My niece in PA works as a technologist in a public school and is a Facebook friend. Like me, she is frustrated that public schools have not figured out how to take full advantage of technology. Indeed, given that she is even MORE aware of the possibilities and still has many years of work in front of her, she is probably DOUBLY frustrated.

Last night she posted the following: Doing home work on a Saturday night sucks, but worth it when I find something as cool as this! What did she find? A TED talk posted on the BBC webpage entitled “The Child Driven Education”. The synopsis of the talk follows:

Education scientist Sugata Mitra tackles one of the greatest problems of education: the best teachers and schools don’t exist where they’re needed most. In a series of real-life experiments from New Delhi to South Africa to Italy, he gave kids self-supervised access to the web and saw results that could revolutionise how we think about teaching. Talk recorded 15 July 2010.

Two aphorisms included in his talk indicate the general theory:

  • Children will learn to do what they want to learn to do
  • If children have interest, education happens (from an interview with Arthur Clarke)
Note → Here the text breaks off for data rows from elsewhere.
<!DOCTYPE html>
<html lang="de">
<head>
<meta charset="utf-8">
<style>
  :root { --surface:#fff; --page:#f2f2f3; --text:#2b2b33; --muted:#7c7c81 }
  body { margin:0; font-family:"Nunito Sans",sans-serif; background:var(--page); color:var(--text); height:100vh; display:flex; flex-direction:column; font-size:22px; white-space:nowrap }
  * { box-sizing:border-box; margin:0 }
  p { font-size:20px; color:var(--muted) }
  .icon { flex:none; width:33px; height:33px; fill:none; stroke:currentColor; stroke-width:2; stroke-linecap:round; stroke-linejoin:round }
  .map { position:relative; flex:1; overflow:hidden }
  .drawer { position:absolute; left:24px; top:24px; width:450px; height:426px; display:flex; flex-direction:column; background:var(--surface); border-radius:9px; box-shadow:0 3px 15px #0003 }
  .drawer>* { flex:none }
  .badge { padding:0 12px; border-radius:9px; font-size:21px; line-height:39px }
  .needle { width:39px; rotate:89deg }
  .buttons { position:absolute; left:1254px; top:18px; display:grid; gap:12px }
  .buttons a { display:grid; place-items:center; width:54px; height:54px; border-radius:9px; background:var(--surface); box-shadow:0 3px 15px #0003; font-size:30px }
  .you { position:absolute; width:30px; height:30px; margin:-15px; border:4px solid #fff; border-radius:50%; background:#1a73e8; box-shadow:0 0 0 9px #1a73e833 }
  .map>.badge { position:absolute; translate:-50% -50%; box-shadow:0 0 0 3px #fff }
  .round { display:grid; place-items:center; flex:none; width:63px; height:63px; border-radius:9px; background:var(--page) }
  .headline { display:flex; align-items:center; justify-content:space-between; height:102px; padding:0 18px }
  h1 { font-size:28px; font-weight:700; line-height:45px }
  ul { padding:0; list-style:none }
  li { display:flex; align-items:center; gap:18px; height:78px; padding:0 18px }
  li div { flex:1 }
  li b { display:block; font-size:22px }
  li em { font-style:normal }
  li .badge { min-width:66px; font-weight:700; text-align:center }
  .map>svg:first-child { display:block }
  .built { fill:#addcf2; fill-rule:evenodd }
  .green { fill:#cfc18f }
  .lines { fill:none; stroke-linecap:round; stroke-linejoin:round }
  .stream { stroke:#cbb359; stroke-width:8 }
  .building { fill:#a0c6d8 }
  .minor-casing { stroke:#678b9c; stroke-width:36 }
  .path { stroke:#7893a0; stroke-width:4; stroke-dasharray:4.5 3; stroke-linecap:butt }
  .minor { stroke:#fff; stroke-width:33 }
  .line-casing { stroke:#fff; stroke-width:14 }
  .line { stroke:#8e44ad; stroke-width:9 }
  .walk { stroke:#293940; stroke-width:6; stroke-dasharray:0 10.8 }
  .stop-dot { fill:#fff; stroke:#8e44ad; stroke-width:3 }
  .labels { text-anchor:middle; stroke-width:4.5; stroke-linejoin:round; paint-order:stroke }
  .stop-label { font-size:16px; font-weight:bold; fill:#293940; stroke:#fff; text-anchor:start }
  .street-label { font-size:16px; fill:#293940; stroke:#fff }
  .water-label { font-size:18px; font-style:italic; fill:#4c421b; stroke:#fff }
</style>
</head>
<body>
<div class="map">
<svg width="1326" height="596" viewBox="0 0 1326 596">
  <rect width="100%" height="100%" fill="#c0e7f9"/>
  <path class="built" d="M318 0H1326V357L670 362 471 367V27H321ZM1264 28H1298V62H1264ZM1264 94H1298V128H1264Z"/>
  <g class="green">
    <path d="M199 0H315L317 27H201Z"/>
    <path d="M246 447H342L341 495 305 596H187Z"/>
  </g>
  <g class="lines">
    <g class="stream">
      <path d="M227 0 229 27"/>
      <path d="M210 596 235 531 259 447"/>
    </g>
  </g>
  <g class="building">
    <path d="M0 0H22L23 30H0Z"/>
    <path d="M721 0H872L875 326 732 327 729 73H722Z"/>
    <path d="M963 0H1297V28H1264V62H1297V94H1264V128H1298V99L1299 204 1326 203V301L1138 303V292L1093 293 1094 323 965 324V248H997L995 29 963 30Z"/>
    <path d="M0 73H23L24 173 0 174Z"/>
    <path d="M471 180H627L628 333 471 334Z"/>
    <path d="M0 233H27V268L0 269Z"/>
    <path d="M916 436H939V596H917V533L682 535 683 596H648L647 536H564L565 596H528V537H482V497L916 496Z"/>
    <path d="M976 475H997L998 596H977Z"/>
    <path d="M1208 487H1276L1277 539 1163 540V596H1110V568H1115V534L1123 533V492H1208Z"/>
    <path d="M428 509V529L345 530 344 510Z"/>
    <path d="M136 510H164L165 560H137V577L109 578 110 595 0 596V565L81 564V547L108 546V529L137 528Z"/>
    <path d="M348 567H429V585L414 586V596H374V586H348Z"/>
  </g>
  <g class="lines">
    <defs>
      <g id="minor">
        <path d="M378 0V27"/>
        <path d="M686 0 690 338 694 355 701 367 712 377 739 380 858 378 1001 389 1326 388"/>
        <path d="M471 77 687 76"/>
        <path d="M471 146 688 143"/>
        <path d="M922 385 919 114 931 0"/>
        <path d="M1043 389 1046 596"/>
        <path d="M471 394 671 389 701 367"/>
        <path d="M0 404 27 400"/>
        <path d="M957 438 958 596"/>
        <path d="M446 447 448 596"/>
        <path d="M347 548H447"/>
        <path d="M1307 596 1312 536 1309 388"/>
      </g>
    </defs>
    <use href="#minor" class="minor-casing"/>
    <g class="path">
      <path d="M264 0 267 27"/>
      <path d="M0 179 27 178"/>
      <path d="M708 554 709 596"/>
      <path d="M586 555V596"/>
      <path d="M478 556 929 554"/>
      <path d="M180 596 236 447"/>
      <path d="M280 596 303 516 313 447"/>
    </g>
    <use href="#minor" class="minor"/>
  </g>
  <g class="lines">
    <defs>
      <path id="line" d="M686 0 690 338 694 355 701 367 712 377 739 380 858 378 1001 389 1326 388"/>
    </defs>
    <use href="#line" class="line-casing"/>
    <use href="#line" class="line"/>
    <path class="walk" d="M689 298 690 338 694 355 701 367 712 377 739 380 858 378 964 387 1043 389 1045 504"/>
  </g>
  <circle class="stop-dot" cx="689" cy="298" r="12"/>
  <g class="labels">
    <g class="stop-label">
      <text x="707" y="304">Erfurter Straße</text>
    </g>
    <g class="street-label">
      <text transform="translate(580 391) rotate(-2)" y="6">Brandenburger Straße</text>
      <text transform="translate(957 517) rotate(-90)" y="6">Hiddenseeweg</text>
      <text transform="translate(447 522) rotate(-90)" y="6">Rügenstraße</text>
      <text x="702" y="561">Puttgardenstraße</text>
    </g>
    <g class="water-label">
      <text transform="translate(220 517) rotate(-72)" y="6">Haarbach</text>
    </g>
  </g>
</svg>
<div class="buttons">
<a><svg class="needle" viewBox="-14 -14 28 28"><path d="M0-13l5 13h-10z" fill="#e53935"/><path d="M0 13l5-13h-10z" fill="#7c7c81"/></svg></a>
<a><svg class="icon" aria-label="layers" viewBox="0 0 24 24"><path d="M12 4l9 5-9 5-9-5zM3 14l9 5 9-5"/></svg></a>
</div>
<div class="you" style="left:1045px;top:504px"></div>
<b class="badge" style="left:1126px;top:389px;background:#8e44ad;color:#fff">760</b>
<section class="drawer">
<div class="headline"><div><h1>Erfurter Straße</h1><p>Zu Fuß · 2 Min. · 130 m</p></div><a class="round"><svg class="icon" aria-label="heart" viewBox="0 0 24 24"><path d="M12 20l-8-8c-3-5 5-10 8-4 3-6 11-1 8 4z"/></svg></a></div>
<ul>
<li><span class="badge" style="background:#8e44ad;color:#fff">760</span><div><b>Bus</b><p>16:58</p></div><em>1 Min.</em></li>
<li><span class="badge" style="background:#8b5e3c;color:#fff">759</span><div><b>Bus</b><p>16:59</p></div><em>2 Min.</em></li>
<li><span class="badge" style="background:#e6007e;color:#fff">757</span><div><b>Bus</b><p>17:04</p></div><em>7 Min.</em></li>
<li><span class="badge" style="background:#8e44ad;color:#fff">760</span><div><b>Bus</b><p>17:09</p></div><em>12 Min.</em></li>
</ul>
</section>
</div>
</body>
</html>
These quotes resonate with me because I believe that all students have an innate desire to learn and schools should reinforce that desire instead of directing that desire. Mitra’s means of reinforcing the desire was to use the “grandmother method” of coaching self-directed learning teams. Instead of having a content driven teacher telling children that their answers are right, he has a grandmother who has no knowledge of pedagogy or content egging the students on by expressing wonder at how well the children are doing, the same way a loving grandmother does.
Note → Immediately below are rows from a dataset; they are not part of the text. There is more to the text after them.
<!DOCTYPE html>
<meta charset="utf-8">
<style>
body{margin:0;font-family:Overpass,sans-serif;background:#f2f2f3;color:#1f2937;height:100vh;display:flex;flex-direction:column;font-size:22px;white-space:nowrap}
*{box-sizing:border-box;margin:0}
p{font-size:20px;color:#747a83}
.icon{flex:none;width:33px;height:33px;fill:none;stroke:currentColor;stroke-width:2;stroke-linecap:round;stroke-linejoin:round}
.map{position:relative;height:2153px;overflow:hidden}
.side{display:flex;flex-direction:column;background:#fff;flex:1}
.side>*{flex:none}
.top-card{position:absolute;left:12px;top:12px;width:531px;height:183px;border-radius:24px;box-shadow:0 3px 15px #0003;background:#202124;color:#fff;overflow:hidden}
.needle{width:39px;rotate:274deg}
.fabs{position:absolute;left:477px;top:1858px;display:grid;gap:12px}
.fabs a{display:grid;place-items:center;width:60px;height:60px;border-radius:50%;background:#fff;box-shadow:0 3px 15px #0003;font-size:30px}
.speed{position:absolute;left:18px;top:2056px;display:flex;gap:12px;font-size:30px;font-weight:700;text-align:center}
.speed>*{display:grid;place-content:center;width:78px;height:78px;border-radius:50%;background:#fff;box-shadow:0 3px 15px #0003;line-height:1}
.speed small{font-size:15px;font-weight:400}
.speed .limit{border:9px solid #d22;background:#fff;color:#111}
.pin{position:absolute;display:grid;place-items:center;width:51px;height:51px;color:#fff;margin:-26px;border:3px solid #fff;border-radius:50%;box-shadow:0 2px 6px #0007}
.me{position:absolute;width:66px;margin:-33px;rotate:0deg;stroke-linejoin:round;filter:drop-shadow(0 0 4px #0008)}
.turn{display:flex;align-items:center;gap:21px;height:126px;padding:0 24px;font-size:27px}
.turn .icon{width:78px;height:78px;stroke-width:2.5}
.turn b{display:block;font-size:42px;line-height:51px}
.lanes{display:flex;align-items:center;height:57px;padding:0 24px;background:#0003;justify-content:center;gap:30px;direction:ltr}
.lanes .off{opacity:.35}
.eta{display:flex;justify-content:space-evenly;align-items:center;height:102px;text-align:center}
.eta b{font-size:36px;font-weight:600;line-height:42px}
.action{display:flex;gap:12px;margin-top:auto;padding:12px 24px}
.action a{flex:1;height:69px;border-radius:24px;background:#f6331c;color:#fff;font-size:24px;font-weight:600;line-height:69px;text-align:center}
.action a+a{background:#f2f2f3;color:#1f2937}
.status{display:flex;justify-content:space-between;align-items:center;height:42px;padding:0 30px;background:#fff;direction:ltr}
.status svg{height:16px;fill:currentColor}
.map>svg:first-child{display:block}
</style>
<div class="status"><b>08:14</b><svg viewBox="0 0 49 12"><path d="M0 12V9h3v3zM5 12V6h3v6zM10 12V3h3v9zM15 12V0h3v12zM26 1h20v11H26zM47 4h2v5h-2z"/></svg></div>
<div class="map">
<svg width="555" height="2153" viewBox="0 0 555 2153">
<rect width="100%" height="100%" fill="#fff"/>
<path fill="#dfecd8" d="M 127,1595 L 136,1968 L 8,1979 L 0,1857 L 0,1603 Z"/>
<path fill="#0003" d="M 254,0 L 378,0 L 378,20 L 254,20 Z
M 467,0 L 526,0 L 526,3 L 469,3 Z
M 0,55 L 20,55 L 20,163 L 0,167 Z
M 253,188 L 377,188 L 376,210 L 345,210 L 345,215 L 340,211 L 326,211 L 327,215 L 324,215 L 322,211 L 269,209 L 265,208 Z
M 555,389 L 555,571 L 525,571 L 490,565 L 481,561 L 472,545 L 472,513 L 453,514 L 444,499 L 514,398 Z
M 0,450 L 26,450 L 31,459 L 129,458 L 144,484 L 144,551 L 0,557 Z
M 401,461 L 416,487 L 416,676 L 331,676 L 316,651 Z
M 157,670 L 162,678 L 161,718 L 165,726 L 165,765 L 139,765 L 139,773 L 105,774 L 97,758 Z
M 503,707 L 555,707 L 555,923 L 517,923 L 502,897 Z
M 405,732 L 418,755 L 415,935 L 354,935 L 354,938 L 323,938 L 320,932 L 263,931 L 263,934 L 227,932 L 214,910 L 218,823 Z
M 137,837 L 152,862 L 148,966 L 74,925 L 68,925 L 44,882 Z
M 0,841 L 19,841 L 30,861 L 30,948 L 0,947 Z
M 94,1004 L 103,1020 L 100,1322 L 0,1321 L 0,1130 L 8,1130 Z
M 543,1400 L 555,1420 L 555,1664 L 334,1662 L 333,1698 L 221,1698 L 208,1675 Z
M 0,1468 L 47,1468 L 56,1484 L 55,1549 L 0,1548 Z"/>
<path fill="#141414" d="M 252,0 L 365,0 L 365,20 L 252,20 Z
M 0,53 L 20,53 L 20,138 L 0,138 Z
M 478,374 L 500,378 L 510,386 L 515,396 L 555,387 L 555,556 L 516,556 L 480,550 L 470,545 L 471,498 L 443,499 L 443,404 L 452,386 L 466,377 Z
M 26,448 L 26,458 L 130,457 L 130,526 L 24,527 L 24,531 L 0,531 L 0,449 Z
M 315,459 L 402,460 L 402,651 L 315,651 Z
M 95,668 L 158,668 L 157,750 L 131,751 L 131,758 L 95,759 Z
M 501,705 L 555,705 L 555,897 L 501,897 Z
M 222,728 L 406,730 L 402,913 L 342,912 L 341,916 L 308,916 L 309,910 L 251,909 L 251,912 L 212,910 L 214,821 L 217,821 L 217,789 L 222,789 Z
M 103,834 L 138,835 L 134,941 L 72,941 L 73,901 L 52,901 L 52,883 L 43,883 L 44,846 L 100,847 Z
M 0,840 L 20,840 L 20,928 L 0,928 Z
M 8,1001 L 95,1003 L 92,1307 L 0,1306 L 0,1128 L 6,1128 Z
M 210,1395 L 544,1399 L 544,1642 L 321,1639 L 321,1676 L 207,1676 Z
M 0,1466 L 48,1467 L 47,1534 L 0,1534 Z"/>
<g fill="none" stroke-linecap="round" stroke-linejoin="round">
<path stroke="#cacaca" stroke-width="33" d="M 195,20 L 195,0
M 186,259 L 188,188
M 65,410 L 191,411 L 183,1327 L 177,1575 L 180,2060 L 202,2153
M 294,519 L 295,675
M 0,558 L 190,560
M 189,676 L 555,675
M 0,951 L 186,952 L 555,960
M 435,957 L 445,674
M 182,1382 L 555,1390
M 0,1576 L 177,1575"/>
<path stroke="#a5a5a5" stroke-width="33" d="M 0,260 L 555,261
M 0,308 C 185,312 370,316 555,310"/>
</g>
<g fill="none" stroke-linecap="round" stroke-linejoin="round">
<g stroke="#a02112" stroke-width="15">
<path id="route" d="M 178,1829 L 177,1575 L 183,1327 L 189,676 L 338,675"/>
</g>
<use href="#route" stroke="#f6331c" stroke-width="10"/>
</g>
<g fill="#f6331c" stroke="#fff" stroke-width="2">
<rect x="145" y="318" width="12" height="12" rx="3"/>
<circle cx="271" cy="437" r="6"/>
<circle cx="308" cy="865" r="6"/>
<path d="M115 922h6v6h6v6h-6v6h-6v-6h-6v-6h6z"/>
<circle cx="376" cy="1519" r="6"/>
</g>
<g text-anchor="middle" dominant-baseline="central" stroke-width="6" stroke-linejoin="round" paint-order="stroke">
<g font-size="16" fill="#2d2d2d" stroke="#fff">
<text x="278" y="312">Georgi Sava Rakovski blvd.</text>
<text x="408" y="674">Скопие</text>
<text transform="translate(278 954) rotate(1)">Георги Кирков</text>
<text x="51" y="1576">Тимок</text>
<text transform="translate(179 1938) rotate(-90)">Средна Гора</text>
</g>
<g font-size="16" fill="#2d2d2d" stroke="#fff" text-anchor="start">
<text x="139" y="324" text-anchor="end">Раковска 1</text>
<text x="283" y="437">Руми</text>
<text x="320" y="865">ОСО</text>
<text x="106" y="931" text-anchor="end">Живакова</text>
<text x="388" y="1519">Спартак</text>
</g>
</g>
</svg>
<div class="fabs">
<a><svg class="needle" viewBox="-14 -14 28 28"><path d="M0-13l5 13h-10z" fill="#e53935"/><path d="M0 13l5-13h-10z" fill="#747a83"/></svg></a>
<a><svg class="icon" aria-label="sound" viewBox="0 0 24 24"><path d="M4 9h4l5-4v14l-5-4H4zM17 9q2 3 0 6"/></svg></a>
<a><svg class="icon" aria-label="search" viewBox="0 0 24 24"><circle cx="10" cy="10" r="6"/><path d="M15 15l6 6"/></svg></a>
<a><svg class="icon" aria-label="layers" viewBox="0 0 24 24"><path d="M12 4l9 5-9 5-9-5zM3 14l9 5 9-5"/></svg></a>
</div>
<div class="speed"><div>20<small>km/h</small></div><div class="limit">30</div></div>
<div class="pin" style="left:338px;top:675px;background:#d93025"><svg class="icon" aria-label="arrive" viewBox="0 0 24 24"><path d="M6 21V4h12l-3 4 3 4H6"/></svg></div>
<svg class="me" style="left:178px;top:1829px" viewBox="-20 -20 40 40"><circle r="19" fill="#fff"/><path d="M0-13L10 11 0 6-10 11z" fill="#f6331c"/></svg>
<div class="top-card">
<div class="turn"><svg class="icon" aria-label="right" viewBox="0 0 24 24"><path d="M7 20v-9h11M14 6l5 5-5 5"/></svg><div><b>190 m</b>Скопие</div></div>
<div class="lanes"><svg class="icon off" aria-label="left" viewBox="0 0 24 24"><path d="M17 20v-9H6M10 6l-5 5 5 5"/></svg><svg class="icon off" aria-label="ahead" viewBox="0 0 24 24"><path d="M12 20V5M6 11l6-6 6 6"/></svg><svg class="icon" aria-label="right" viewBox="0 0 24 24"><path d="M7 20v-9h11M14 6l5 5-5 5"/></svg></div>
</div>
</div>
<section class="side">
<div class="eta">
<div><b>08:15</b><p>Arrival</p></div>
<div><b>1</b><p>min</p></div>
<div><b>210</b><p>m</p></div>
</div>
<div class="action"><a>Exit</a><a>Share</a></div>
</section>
Mitra also believes that children learn more and retain the learning longer when they work in groups. He organized the classroom he monitored into groups of four children and assigned the groups broad concepts to master. At the conclusion of the work he assessed them and found that the individuals in these self-regulated groups learned as much as students in traditional classrooms. When a traditional teacher challenged the results by asking if “deep learning” took place (e.g. learning that would be retained) he accepted the challenge and administered a different version of the assessment months later and found that the students held onto the concepts even better than those taught traditionally. His theory: when students learn the information through discussion it stays with them longer than when it is “fed” to them.

The talk also described work done in India where desperately poor students who had never used computers before worked in small self-organized groups to master material presented in English, which was not their native tongue.

So… why aren’t US public schools using technology in this way? Because we are stuck with the mental model of schooling being analogous to a factory where we take raw material and mold it into a finished product… a mental model that is reinforced with our testing regimen based on age-based grouping of students. The fastest way to break the mold— to go beyond factory schools into self-organized and self-paced learning— would be to replace the use of standardized tests with the use of personalized learning plans.

And what will happen if we don’t do this in our public school systems? Younger tech savvy teachers like my niece, who are frustrated by the pace of change in public education will be drawn to charter schools that embrace the use of technology and those charter schools, be they for profit or non-profit, will increase their market share by attracting parents who see their children stymied by a system that feeds them a curriculum designed to increase test scores instead of a curriculum that quenches their thirst for learning.